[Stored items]
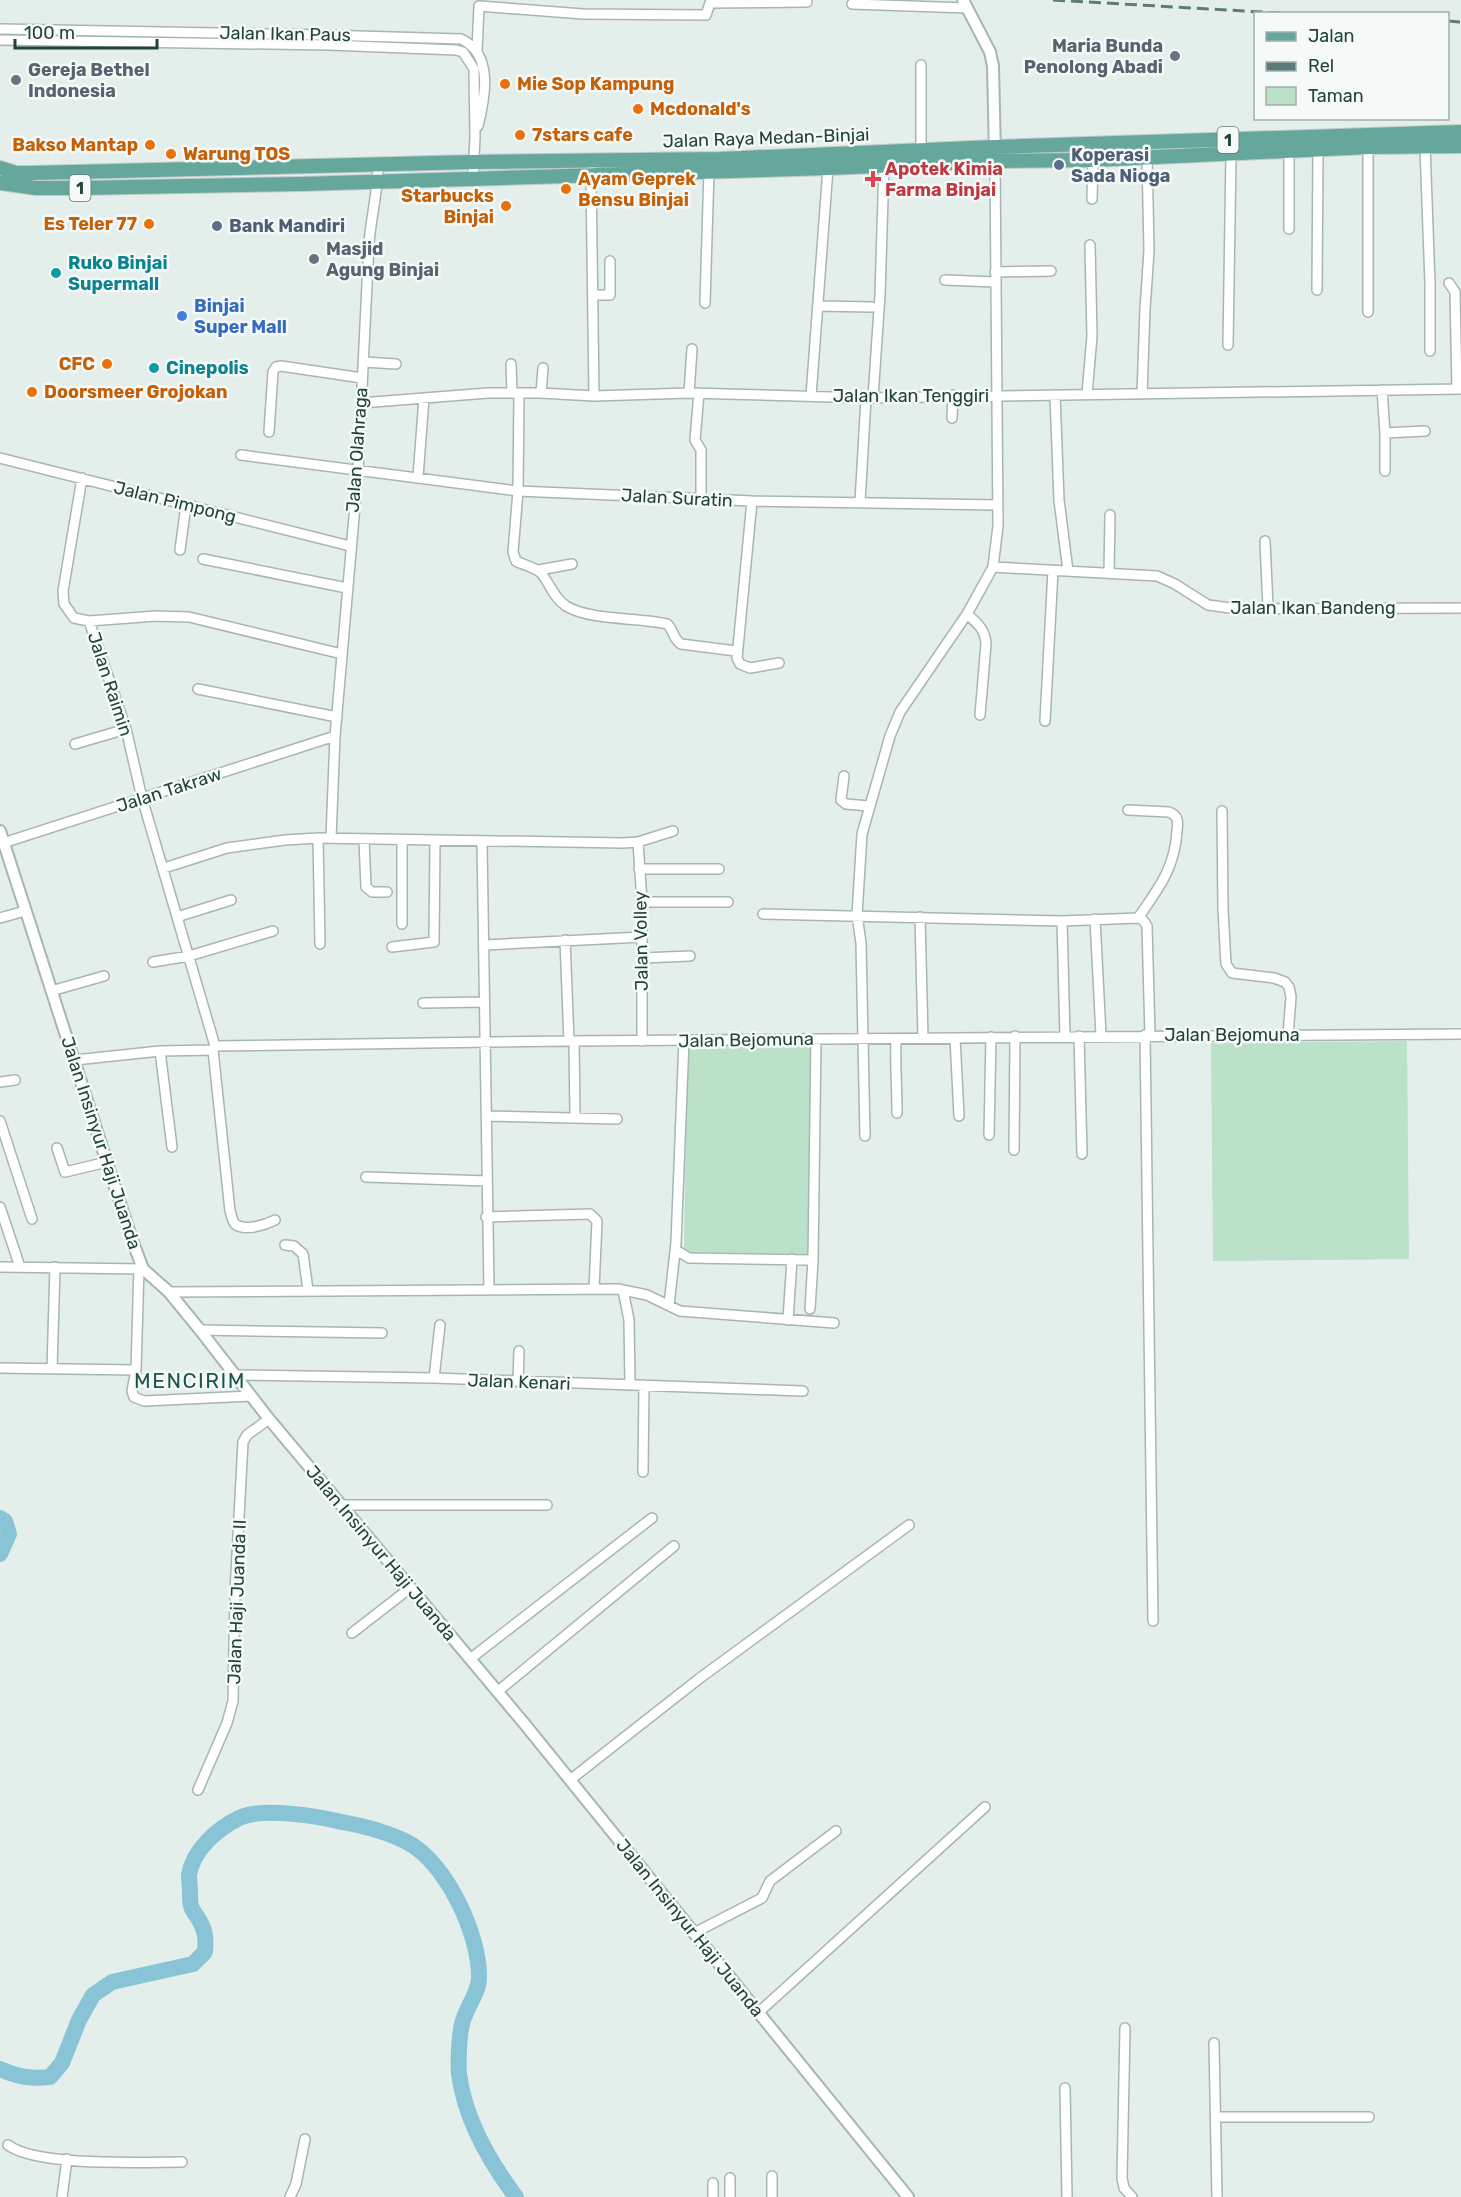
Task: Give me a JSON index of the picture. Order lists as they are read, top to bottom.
{
  "streets": {
    "main road": ["Jalan Raya Medan-Binjai", "1"],
    "street": [
      "Jalan Ikan Paus",
      "Jalan Ikan Tenggiri",
      "Jalan Olahraga",
      "Jalan Suratin",
      "Jalan Pimpong",
      "Jalan Ikan Bandeng",
      "Jalan Raimin",
      "Jalan Takraw",
      "Jalan Volley",
      "Jalan Bejomuna",
      "Jalan Insinyur Haji Juanda",
      "Jalan Kenari",
      "Jalan Haji Juanda II"
    ]
  },
  "crossings": [
    ["Jalan Ikan Paus", "Jalan Raya Medan-Binjai"],
    ["Jalan Raya Medan-Binjai", "Jalan Olahraga"],
    ["Jalan Ikan Tenggiri", "Jalan Olahraga"],
    ["Jalan Olahraga", "Jalan Suratin"],
    ["Jalan Olahraga", "Jalan Pimpong"],
    ["Jalan Olahraga", "Jalan Takraw"],
    ["Jalan Pimpong", "Jalan Raimin"],
    ["Jalan Raimin", "Jalan Takraw"],
    ["Jalan Raimin", "Jalan Bejomuna"],
    ["Jalan Takraw", "Jalan Insinyur Haji Juanda"],
    ["Jalan Volley", "Jalan Bejomuna"],
    ["Jalan Bejomuna", "Jalan Insinyur Haji Juanda"],
    ["Jalan Insinyur Haji Juanda", "Jalan Kenari"],
    ["Jalan Insinyur Haji Juanda", "Jalan Haji Juanda II"]
  ],
  "districts": ["MENCIRIM"],
  "places": {
    "other": [
      "Maria Bunda Penolong Abadi",
      "Gereja Bethel Indonesia",
      "Mie Sop Kampung",
      "Mcdonald's",
      "7stars cafe",
      "Bakso Mantap",
      "Warung TOS",
      "Koperasi Sada Nioga",
      "Ayam Geprek Bensu Binjai",
      "Starbucks Binjai",
      "Es Teler 77",
      "Bank Mandiri",
      "Masjid Agung Binjai",
      "Ruko Binjai Supermall",
      "Binjai Super Mall",
      "CFC",
      "Cinepolis",
      "Doorsmeer Grojokan"
    ],
    "health": ["Apotek Kimia Farma Binjai"]
  },
  "legend": ["Jalan", "Rel", "Taman"],
  "scale_bar": "100 m"
}
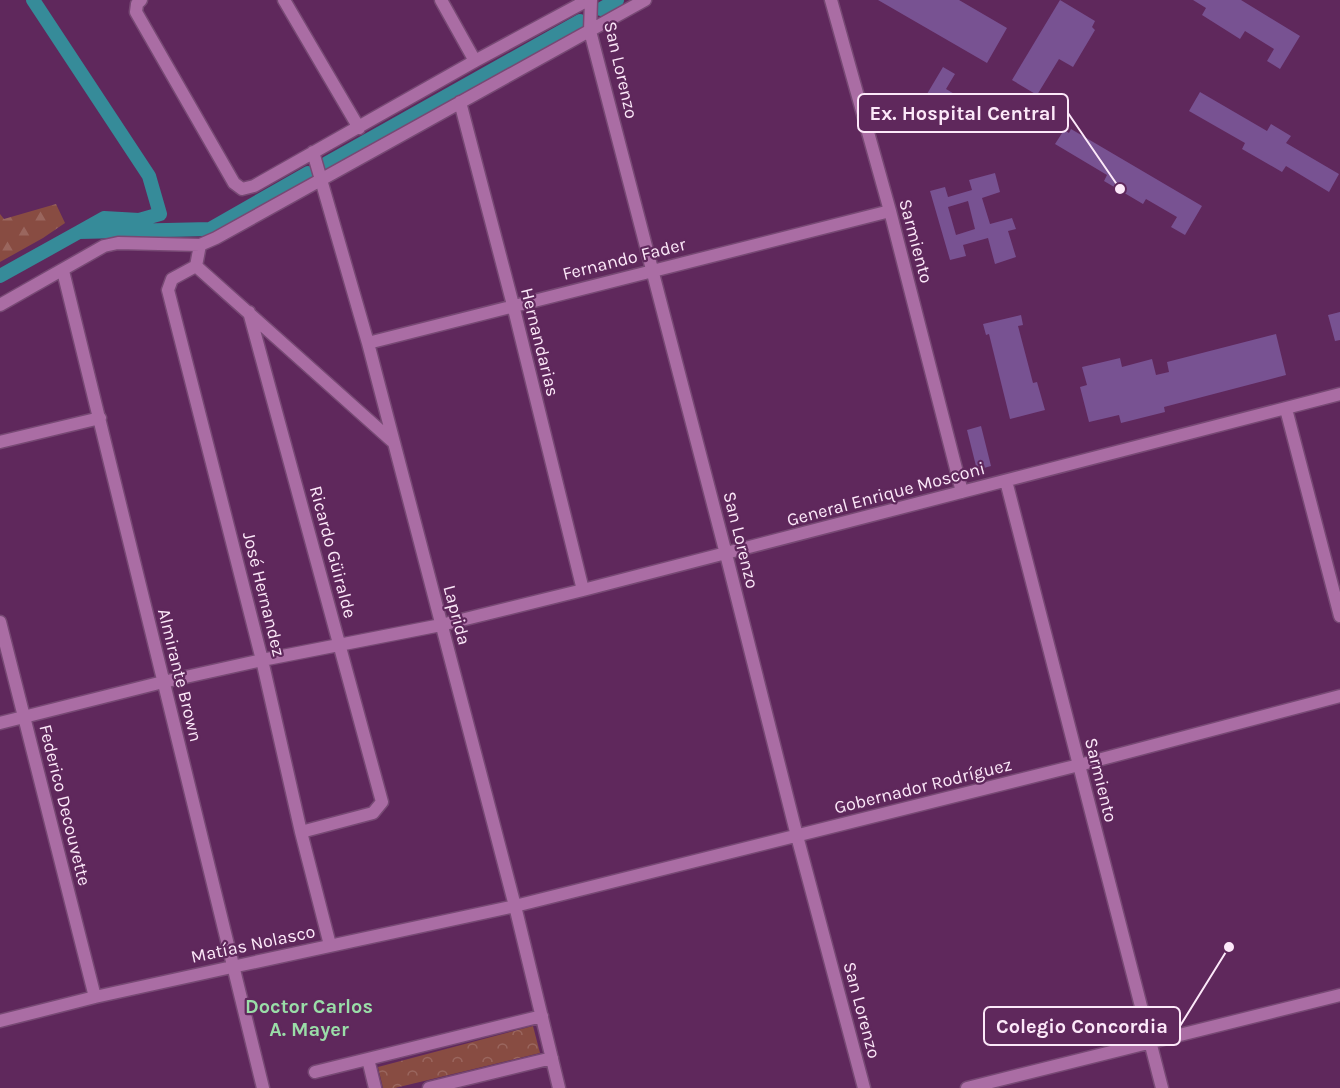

§ TASK GOAL
Identify each line in the records above that contains the word "Juanda", and copy it out in full.

§ EXERCISE RESULT
      "Jalan Insinyur Haji Juanda",
      "Jalan Haji Juanda II"
    ["Jalan Takraw", "Jalan Insinyur Haji Juanda"],
    ["Jalan Bejomuna", "Jalan Insinyur Haji Juanda"],
    ["Jalan Insinyur Haji Juanda", "Jalan Kenari"],
    ["Jalan Insinyur Haji Juanda", "Jalan Haji Juanda II"]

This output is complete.